Vertex model ids differ by model family:
  • publishers/anthropic/models/claude-haiku-4-5-20251001@20251001 — Anthropic Claude on Vertex.
  • publishers/google/models/gemini-2.5-flash — Gemini via Vertex.
Expose friendly names via VK model_aliases:
{
  "model_aliases": {
    "claude-haiku":  "vertex/publishers/anthropic/models/claude-haiku-4-5-20251001@20251001",
    "gemini-flash":  "vertex/publishers/google/models/gemini-2.5-flash"
  }
}

Supported endpoints

  • POST /v1/messages — Anthropic-shape dispatched to Vertex’s rawPredict (or streamRawPredict) endpoint for Anthropic models.
  • POST /v1/chat/completions — translated shape for both Anthropic-on-Vertex and Gemini.

cache_control passthrough

Anthropic-on-Vertex supports prompt caching via the same cache_control blocks. Bifrost/core translates the shape for Vertex’s raw-predict endpoint. Cache-read/write token counts flow back as with direct Anthropic. Gemini’s implicit context caches are exposed via a separate API (caches.create); the gateway does not orchestrate these in v1 but forwards any cache-reference params the client includes.

Known quirks

  • Region availability. Anthropic-on-Vertex is not in every GCP region. us-central1, us-east5, europe-west1, asia-southeast1 cover most cases. A 404 with “publisher not found” means wrong region.
  • Token refresh. Service-account tokens expire after ~1 hour. Bifrost/core caches and auto-refreshes — no configuration needed from the VK owner.
  • Quota headers. Vertex returns x-vertex-ai-quota-remaining and throttles with 429 when exhausted. Bifrost/core surfaces the 429 to the fallback engine.
  • Provisioned throughput vs on-demand. Provisioned throughput (“Committed Use Discounts”) has separate regional ARNs. If you’re using provisioned, pass the PT-specific URL on the ModelProvider.
  • Model IDs include @20251001 version suffix — omitting it may route to a different model version silently. Always pin explicit versions in aliases.
  • Streaming. Vertex’s streaming format is JSON-lines (\n-delimited) not SSE. Bifrost/core normalises to SSE for the client.
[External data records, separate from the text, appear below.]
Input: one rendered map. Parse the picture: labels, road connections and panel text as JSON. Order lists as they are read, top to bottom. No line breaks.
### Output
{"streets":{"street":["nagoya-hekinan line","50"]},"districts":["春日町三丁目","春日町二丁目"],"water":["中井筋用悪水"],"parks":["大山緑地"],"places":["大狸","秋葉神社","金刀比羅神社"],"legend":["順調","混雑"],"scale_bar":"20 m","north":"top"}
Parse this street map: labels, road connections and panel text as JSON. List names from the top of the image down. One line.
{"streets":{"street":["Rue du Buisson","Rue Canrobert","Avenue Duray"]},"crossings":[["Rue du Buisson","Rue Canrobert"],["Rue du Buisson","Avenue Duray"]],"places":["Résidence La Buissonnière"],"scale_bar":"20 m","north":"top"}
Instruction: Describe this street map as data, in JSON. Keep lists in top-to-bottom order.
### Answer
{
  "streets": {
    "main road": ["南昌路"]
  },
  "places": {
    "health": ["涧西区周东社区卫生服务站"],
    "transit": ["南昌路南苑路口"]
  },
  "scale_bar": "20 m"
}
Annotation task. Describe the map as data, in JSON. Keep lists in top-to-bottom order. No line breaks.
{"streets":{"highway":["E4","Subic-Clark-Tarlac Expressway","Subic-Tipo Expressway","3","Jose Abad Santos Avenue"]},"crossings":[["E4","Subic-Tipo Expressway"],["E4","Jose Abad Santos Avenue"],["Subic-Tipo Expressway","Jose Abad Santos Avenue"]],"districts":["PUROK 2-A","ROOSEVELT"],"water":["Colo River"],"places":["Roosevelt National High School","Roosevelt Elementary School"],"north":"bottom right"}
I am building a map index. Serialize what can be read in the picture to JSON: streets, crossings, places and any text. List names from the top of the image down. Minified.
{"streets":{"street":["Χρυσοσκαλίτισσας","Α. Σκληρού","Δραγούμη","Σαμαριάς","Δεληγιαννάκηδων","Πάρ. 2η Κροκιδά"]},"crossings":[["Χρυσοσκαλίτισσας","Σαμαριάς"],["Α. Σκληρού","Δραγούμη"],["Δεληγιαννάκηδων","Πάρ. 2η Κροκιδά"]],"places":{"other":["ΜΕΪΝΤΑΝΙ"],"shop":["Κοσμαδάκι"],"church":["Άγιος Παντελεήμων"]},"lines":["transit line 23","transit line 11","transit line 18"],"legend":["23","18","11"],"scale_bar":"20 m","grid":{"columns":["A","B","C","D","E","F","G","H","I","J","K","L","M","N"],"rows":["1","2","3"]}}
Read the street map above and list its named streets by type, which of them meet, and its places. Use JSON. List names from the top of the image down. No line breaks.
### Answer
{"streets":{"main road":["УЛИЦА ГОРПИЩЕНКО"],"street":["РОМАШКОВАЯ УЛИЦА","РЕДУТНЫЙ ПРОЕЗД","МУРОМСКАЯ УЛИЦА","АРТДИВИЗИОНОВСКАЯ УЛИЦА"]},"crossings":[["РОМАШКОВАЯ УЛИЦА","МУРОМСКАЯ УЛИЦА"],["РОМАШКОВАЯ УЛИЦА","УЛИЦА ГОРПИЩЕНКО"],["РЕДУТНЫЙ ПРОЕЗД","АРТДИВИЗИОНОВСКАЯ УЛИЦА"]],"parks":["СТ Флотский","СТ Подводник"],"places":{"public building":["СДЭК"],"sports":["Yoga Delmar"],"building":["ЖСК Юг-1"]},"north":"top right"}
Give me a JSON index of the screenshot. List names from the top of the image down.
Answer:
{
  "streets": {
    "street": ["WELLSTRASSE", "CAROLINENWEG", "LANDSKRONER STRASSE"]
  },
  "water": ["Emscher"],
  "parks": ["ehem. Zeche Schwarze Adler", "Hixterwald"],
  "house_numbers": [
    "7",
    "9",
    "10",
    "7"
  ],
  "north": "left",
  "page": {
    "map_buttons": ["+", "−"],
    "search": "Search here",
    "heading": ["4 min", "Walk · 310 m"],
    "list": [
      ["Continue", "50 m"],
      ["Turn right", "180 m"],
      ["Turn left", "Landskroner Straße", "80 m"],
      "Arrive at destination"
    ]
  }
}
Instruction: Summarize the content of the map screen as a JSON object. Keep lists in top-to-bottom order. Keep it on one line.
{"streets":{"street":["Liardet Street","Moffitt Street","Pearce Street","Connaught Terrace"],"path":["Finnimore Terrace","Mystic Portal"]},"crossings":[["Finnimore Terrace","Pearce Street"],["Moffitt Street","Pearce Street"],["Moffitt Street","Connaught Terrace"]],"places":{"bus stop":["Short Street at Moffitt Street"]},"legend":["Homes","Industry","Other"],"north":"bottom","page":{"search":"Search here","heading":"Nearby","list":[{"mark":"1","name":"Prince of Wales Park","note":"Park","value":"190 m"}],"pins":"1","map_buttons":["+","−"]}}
Using workload identity on GKE

Recommended for self-hosted gateway in GKE:
  1. Create a Google service account with roles/aiplatform.user.
  2. Bind it to the gateway pod’s KSA via Workload Identity annotation.
  3. Leave the ModelProvider’s JSON empty — ADC flows automatically.
No JSON-key rotation chores; Google rotates tokens per-pod.